Joined by staff from seven other PSB schools, we spent a day in our outdoor learning space, Grey’s Wood, learning how to deliver fun and engaging outdoor learning through bushcraft and Forest School style activities. For example, multiple methods of fire lighting were taught and practised: using flints and steel, flint and feather sticks, solar, friction, hay and horseshoe fungus, cotton wool and Vaseline, potassium permanganate and glycerine, a battery and wire wool. Matches hardly featured! We also learned some clever knots e.g. Bowline and Prussic knots whilst building and securing a multitude of set-ups of tarp shelters.
Prince’s Mead adopted PSB in 2022, a programme of study for children that aims to prepare them for the challenges of life as young adults by focusing on the development of core skills: leadership, collaboration, independence, thinking and learning, review and improvement, and communication.

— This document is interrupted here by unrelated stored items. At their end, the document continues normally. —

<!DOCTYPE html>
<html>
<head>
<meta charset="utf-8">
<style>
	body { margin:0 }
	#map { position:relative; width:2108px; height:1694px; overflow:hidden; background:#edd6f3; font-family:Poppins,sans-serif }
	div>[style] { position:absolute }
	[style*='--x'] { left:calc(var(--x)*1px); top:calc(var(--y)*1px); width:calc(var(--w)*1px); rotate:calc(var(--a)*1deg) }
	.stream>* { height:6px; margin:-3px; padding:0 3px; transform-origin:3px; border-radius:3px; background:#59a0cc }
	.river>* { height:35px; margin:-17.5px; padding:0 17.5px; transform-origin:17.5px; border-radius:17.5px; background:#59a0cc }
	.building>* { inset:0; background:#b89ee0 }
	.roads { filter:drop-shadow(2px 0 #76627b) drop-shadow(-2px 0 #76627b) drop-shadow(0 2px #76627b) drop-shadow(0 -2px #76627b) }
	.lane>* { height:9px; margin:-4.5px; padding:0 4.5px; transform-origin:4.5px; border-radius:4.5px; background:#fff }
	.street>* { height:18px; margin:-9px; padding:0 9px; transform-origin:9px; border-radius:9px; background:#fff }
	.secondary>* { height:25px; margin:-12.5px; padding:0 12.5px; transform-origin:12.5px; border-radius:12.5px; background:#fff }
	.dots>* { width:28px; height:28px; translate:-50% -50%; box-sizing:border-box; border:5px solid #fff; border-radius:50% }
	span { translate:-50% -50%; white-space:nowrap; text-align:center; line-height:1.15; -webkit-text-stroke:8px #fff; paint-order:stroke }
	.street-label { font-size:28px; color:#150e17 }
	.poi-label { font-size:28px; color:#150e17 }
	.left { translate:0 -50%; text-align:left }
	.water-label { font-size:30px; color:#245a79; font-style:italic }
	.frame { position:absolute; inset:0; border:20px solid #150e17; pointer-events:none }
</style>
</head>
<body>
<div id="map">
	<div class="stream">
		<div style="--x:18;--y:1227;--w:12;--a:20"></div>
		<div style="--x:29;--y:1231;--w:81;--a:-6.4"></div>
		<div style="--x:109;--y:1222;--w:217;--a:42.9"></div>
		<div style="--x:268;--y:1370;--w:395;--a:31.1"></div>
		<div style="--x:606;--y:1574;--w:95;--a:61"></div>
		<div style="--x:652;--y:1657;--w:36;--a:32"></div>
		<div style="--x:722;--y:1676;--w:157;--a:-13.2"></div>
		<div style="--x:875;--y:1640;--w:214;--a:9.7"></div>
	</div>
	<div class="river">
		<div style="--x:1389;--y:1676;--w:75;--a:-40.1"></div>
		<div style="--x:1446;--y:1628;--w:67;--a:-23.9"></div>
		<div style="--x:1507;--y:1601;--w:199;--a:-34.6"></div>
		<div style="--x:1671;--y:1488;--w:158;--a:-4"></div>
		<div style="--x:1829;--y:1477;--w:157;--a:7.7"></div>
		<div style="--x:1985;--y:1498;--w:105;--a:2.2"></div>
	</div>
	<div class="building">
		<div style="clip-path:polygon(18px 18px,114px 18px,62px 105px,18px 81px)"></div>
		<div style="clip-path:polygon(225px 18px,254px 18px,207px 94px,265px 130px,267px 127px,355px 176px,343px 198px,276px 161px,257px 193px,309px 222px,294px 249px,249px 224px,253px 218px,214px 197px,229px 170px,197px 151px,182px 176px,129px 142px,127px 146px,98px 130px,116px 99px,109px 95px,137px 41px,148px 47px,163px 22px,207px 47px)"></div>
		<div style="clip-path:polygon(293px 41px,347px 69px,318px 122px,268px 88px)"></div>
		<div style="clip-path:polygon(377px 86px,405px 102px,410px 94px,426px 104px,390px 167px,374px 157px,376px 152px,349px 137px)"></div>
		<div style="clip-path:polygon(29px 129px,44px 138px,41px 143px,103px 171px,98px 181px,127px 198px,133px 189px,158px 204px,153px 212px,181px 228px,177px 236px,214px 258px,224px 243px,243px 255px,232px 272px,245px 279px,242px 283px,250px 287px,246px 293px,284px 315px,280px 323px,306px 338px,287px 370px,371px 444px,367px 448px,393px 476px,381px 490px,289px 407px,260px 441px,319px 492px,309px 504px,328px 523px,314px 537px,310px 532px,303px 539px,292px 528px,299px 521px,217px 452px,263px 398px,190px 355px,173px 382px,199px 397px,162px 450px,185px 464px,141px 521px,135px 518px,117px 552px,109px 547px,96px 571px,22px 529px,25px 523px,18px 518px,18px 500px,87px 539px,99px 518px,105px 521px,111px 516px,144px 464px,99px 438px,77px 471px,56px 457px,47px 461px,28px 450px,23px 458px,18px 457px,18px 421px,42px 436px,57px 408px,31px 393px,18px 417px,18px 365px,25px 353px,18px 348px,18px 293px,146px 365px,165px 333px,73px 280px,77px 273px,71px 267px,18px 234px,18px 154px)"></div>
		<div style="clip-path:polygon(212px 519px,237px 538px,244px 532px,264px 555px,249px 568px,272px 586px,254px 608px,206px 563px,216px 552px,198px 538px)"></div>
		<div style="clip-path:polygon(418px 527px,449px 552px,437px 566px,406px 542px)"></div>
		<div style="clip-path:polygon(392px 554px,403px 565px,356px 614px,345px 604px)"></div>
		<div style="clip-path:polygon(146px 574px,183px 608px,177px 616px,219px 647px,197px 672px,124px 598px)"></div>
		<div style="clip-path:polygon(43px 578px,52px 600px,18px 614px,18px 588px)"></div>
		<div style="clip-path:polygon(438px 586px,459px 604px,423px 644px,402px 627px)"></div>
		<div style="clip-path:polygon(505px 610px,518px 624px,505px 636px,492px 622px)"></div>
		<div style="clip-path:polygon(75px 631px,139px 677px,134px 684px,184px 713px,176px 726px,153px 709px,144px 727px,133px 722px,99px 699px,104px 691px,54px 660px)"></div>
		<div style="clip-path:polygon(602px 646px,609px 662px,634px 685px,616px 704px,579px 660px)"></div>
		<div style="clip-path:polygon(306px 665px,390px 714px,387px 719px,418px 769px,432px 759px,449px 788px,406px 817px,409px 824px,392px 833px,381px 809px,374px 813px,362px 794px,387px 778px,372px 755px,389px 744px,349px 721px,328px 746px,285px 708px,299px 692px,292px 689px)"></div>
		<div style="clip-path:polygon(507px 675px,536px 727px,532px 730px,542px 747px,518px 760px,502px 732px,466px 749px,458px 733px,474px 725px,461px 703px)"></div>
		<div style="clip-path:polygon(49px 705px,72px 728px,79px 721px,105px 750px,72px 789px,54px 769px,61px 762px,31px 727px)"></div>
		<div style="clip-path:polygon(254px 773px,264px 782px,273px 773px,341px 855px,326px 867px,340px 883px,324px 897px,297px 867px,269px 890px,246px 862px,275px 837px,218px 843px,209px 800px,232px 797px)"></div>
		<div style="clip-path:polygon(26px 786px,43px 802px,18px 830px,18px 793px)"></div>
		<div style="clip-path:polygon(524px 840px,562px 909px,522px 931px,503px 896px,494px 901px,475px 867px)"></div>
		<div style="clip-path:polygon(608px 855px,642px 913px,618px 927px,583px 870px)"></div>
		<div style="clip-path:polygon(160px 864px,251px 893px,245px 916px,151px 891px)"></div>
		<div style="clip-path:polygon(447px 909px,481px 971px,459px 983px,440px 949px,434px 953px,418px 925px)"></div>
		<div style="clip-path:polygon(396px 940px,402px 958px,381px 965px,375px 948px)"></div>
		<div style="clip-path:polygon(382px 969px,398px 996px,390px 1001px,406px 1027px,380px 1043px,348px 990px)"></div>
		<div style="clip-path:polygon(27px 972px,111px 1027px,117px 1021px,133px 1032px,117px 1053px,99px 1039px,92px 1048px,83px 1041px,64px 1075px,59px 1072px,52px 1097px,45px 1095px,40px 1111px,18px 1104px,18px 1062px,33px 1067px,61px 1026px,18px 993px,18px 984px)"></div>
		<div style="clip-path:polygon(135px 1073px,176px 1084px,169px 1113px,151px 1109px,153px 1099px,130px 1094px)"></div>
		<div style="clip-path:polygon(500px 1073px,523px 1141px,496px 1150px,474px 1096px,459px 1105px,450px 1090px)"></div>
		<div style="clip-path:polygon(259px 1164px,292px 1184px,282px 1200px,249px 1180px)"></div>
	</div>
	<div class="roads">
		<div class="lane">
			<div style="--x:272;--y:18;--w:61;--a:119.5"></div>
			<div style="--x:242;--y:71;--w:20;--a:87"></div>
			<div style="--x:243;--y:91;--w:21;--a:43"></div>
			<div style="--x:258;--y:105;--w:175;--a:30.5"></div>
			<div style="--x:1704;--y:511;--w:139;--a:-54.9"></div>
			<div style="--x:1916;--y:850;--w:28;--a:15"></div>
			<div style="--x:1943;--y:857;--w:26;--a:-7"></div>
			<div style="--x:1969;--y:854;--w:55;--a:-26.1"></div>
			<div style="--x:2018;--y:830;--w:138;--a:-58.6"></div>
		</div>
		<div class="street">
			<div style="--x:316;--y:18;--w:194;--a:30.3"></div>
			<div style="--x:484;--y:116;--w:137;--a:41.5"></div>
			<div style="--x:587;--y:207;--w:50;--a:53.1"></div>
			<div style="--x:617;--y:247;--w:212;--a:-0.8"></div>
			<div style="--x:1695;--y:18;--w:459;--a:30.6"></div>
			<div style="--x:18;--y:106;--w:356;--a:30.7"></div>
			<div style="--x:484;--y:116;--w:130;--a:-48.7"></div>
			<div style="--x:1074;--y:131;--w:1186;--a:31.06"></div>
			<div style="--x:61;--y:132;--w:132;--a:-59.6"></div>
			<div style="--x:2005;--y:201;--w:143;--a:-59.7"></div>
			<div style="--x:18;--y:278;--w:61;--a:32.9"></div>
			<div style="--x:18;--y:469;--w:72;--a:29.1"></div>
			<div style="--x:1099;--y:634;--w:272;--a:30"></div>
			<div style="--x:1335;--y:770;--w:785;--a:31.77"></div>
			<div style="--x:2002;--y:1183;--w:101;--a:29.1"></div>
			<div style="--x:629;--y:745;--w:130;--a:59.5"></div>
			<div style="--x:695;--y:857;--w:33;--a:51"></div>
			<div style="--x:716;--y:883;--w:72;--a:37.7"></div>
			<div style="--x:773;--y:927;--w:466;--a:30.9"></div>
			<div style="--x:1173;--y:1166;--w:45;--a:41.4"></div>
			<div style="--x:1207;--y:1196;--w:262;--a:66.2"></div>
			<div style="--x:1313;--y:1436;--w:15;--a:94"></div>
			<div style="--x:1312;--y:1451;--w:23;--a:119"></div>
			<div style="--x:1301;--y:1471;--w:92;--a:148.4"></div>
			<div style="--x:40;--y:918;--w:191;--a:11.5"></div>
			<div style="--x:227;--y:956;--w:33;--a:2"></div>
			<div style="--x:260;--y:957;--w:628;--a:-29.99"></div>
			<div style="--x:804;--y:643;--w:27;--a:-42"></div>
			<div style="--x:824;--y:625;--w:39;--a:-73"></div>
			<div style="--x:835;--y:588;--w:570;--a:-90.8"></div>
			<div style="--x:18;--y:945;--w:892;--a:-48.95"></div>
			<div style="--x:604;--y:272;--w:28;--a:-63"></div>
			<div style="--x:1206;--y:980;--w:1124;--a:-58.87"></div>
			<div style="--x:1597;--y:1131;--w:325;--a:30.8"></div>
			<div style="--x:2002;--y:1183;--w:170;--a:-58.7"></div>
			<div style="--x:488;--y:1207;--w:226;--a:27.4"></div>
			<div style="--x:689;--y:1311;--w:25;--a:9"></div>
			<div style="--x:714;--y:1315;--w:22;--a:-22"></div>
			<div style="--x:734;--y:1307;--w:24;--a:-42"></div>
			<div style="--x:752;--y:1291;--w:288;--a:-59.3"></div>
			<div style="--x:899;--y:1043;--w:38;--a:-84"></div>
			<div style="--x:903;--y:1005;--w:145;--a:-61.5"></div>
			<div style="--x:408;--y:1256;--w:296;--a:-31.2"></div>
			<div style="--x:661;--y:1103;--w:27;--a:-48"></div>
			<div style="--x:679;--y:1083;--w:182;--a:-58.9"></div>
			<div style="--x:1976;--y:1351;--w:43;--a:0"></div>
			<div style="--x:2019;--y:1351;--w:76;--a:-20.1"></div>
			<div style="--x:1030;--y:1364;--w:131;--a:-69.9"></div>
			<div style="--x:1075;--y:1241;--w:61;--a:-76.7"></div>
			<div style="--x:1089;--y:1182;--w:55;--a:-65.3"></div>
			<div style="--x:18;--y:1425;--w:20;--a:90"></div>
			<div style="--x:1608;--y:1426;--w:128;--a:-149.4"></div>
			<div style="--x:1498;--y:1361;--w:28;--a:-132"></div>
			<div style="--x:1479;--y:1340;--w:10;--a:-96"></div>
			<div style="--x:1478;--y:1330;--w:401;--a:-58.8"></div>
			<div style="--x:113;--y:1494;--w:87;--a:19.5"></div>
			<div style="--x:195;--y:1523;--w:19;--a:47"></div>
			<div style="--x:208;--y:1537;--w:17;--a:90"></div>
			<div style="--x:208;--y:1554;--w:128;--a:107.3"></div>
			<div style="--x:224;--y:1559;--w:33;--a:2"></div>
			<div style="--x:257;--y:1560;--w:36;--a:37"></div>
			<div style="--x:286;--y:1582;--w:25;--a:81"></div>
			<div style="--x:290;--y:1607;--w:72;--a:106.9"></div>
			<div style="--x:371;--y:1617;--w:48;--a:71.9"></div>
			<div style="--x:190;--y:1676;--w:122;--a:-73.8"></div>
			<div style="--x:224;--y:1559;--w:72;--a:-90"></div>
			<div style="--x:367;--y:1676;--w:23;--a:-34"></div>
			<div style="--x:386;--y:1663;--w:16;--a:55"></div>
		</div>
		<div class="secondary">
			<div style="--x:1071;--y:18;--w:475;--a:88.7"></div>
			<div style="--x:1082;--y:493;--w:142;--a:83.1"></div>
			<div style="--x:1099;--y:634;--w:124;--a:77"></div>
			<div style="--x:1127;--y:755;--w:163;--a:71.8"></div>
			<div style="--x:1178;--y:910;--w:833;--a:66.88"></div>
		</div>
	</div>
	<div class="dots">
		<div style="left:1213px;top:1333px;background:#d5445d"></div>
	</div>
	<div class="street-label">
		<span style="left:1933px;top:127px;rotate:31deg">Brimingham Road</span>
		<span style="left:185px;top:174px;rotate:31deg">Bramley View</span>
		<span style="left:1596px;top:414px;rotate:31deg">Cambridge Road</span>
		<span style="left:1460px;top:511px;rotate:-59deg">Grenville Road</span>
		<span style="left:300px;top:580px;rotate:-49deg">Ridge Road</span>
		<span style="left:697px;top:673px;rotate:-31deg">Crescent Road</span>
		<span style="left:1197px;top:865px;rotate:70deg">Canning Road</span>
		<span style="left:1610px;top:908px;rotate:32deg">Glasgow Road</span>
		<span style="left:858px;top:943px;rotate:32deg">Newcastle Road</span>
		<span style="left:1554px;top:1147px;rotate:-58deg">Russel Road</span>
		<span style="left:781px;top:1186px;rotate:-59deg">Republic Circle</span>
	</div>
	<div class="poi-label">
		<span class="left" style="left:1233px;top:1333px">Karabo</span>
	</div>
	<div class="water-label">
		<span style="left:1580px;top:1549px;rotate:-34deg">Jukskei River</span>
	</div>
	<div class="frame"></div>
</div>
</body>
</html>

Our outdoor learning sessions, at least one per week for each pupil, play an important role in developing these core skills. We all ‘know’ that getting outside is good for children but research now tells us that taking learning outside the classroom can have a huge impact on children’s confidence, social skills, communication, motivation, physical skills and knowledge and understanding. It also teaches children that learning can happen anywhere, at any time.
We are lucky to have such comprehensive outdoor learning facilities at Prince’s Mead and our recent ISI Inspection report spoke of pupils ‘greatly appreciat[ing] the ambience and beauty of the natural environment’. Our teachers are always thinking about how they can incorporate outdoor learning into the curriculum, for example, utilising the recent cold snap to teach pupils about ice and the different states of matter.
Most importantly research has also highlighted the positive impact that outdoor learning can have on children’s mental health. Being amongst nature reduces stress and anxiety, and encourages mindfulness, improves self-esteem, and nurtures a sense of connection to the environment, fostering a positive mindset for lifelong mental resilience.